Task: Whenever a line contains the string "highway", copy it out of the entries.

·····

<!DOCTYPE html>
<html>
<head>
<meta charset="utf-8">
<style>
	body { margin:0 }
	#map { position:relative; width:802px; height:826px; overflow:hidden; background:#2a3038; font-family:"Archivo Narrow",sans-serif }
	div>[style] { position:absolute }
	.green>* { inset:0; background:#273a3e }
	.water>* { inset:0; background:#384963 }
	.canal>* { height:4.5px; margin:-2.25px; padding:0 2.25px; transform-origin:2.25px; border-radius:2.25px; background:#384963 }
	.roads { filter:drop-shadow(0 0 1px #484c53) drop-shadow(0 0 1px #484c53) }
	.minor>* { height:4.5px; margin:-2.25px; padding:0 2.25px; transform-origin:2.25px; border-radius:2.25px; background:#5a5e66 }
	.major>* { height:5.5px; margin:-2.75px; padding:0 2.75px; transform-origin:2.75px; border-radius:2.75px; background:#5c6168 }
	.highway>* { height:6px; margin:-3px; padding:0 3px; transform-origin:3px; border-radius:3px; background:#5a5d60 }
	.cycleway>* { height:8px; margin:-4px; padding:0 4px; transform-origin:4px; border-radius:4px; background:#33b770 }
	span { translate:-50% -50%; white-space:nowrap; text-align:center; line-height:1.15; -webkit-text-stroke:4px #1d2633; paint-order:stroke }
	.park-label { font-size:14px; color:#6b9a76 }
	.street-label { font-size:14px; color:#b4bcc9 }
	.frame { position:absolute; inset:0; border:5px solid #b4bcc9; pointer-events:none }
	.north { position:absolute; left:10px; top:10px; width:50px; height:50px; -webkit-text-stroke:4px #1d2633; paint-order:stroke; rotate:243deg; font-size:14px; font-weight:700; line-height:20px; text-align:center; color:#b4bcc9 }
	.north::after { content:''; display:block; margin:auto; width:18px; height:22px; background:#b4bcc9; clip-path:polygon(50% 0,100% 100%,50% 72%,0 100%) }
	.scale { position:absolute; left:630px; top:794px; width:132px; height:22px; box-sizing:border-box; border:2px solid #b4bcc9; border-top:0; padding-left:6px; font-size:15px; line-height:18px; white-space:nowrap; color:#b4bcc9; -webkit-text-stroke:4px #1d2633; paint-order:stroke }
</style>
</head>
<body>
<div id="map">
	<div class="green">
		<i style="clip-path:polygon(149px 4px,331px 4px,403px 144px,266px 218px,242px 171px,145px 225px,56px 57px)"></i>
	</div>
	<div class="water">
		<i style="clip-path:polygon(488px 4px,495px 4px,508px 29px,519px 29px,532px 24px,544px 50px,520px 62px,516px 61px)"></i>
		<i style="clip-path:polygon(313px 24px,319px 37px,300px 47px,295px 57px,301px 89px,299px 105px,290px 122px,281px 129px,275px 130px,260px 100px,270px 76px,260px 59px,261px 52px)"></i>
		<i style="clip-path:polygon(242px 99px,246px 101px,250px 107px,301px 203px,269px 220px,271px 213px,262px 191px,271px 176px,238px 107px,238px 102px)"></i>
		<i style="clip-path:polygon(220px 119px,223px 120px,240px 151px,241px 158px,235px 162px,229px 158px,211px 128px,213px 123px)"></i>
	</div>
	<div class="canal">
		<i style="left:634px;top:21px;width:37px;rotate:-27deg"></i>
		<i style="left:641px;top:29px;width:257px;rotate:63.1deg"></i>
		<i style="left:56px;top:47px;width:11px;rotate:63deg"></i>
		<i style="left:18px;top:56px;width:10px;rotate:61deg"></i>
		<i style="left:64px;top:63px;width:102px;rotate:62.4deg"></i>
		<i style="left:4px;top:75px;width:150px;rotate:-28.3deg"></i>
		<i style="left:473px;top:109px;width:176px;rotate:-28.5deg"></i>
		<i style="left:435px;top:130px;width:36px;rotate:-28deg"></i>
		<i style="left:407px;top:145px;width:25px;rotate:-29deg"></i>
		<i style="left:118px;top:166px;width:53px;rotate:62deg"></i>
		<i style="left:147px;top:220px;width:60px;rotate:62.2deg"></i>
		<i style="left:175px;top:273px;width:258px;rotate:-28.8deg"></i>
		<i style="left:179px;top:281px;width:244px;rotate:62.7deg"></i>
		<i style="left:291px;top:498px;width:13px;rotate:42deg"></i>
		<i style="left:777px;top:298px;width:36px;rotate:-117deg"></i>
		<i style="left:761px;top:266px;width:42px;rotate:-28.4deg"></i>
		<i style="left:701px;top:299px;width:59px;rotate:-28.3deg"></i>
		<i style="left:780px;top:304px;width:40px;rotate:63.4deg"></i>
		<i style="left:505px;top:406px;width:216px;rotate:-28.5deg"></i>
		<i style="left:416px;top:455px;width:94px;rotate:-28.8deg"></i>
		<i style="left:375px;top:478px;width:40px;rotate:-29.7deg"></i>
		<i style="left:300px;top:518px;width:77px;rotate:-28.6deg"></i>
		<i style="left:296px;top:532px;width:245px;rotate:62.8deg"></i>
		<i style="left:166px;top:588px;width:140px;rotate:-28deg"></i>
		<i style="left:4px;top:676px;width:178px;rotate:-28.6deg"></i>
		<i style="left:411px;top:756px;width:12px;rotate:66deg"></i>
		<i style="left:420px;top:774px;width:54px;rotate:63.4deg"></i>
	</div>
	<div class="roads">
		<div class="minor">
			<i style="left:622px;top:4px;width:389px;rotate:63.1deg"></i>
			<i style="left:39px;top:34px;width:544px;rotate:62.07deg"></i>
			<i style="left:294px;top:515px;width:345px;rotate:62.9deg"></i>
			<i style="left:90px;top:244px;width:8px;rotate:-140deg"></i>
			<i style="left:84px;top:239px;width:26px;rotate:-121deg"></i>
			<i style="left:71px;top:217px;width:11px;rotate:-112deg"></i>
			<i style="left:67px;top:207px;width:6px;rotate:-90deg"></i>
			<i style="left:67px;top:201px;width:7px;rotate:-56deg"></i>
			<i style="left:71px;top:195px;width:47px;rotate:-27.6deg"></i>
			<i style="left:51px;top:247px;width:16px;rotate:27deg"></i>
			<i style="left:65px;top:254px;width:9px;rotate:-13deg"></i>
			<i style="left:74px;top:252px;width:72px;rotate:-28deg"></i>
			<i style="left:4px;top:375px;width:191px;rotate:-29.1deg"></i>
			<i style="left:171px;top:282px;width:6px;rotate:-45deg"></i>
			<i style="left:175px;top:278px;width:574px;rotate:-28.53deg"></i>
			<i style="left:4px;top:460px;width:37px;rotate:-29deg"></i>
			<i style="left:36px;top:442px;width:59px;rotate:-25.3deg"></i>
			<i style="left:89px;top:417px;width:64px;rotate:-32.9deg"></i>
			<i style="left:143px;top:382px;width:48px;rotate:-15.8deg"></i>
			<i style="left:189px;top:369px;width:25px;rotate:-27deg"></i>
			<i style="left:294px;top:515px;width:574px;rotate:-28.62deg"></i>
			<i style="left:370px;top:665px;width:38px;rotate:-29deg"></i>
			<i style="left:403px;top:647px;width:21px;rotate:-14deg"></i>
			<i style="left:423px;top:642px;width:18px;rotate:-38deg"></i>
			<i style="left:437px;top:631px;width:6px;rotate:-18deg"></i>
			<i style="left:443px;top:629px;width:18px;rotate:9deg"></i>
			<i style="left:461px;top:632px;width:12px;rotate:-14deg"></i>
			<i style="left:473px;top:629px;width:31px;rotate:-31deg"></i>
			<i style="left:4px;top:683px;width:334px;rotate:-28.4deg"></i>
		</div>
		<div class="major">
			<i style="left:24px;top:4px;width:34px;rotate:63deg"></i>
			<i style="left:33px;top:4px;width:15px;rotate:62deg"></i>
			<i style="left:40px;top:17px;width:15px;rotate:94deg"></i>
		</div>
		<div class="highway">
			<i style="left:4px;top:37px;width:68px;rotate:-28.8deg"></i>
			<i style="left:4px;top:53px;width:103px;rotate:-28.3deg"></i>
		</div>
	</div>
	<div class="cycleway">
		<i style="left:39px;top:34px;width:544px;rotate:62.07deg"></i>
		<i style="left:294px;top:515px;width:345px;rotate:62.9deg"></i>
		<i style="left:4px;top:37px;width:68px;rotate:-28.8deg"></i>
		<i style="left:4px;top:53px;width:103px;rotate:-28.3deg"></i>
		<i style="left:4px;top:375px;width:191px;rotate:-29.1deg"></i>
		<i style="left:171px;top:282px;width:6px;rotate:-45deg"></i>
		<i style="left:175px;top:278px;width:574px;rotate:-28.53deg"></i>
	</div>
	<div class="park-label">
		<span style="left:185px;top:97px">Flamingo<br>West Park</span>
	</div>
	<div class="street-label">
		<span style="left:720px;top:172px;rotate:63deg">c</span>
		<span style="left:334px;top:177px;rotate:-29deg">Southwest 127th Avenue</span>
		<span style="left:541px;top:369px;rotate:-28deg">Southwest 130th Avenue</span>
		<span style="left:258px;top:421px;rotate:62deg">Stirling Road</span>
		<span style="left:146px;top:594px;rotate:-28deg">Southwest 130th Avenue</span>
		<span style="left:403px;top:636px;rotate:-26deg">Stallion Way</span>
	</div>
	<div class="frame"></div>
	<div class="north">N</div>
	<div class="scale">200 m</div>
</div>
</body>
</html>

·····

Expected output:
	.highway>* { height:6px; margin:-3px; padding:0 3px; transform-origin:3px; border-radius:3px; background:#5a5d60 }
		<div class="highway">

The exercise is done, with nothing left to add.